*Records to process:*
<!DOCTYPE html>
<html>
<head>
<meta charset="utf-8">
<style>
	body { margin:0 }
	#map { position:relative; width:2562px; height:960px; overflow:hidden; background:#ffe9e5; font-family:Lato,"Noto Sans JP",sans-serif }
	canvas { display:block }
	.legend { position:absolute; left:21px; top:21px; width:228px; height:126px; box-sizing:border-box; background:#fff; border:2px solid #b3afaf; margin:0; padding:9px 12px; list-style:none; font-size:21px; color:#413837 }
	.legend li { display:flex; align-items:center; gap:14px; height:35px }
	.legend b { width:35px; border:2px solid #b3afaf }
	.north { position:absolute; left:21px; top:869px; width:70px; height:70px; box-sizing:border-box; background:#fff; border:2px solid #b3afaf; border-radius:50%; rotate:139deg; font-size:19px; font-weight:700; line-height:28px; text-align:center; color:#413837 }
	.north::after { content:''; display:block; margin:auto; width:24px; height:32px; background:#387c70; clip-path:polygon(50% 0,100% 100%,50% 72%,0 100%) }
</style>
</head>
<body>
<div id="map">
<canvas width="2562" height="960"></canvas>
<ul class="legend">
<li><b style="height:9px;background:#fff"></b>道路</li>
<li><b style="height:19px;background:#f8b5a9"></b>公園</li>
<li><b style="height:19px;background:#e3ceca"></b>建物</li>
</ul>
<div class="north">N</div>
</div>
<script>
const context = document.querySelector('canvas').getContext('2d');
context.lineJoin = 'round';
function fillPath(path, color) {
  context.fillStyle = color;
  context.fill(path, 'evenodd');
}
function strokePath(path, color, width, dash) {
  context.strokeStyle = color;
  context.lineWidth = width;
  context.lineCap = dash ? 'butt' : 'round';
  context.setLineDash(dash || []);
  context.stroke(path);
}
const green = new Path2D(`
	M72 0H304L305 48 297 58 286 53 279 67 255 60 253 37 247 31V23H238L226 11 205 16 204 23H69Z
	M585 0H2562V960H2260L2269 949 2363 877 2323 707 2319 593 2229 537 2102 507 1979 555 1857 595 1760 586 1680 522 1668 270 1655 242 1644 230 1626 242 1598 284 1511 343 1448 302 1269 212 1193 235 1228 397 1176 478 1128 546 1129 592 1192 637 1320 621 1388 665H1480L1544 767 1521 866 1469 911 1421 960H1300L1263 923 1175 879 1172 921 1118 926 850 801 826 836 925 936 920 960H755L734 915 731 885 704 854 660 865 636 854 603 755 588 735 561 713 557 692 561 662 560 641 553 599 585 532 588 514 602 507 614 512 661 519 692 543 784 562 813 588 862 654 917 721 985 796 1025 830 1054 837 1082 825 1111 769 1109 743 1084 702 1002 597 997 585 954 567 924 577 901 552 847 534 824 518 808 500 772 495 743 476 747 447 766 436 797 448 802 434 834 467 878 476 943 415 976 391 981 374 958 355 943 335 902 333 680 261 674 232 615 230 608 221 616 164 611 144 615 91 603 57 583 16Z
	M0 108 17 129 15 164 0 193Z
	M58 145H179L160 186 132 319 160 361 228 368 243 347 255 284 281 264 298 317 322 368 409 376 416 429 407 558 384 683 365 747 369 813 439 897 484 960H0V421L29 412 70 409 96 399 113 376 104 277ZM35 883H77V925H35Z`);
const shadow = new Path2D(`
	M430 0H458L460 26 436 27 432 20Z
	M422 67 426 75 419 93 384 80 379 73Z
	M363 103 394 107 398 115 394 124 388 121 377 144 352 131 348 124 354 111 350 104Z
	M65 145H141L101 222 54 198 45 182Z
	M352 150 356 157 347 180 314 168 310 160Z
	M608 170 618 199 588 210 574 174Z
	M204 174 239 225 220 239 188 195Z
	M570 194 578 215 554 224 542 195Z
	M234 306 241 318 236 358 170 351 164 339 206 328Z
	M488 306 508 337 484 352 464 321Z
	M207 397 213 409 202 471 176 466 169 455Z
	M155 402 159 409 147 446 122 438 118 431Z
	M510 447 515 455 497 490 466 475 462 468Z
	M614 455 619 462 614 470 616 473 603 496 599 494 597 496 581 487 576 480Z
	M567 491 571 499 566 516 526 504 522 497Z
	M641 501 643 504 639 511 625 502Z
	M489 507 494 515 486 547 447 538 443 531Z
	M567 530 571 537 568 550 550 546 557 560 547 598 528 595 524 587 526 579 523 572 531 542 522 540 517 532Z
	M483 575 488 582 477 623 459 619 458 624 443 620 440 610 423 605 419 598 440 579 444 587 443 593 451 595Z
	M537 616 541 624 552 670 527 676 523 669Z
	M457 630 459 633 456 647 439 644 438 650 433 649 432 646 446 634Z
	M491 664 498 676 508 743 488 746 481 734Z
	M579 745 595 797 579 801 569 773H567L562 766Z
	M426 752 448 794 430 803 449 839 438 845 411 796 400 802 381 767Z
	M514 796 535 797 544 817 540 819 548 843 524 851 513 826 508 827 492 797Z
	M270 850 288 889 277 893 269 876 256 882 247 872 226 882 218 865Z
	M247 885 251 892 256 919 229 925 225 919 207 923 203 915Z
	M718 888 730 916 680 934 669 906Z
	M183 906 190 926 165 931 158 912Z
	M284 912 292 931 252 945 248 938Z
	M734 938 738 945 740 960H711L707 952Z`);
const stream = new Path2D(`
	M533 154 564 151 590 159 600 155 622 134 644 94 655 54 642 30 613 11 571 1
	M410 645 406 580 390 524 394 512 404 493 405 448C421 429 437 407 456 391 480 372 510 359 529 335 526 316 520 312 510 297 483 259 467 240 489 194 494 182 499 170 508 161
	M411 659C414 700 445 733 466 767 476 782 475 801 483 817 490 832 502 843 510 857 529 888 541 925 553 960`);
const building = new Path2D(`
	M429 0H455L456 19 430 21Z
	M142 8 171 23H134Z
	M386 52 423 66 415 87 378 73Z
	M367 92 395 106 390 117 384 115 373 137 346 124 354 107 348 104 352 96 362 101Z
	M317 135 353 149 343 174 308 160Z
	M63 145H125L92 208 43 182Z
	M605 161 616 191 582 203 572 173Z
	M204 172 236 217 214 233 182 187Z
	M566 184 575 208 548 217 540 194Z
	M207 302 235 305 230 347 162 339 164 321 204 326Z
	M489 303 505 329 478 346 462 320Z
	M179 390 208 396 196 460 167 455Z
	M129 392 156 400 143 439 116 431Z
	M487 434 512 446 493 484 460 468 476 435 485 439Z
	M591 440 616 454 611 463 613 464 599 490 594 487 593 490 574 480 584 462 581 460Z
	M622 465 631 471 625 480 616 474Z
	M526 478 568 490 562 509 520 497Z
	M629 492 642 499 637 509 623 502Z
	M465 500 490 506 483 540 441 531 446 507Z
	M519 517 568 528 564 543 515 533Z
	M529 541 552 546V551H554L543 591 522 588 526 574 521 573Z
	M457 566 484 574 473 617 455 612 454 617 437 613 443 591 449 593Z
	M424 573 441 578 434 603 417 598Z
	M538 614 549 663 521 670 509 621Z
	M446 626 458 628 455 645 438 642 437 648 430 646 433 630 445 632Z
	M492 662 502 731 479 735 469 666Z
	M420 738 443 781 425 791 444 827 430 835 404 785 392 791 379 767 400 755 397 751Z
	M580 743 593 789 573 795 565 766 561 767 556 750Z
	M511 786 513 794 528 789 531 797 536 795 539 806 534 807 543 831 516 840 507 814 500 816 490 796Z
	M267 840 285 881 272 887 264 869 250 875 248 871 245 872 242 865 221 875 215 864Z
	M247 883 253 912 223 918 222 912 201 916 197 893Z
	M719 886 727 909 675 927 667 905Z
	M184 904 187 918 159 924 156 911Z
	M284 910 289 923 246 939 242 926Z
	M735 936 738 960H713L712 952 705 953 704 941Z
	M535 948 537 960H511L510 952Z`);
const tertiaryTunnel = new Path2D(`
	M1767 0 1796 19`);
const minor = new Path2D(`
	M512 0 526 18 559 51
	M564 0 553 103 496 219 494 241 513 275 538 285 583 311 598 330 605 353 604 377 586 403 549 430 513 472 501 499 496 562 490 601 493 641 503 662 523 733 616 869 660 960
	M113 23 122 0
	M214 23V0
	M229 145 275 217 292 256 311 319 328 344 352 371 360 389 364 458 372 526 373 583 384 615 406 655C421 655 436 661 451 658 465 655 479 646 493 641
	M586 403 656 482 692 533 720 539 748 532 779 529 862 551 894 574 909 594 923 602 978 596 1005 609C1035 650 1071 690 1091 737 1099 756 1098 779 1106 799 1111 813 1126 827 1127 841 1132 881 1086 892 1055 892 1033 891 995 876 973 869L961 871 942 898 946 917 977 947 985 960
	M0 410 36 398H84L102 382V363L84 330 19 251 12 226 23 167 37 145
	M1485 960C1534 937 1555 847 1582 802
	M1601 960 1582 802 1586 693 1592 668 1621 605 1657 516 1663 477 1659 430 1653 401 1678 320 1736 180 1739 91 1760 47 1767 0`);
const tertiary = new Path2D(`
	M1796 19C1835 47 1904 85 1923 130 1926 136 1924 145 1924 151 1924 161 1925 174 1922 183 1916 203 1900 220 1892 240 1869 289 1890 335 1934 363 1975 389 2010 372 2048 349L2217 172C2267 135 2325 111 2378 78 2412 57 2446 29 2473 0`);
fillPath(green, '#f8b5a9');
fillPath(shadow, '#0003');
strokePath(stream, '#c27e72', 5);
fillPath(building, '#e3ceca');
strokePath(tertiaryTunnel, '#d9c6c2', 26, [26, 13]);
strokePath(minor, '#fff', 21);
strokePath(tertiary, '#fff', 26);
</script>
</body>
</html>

*Work order:* Using the word "function" as the filter, copy each matching line from the material.

*Solution to the exercise:*
function fillPath(path, color) {
function strokePath(path, color, width, dash) {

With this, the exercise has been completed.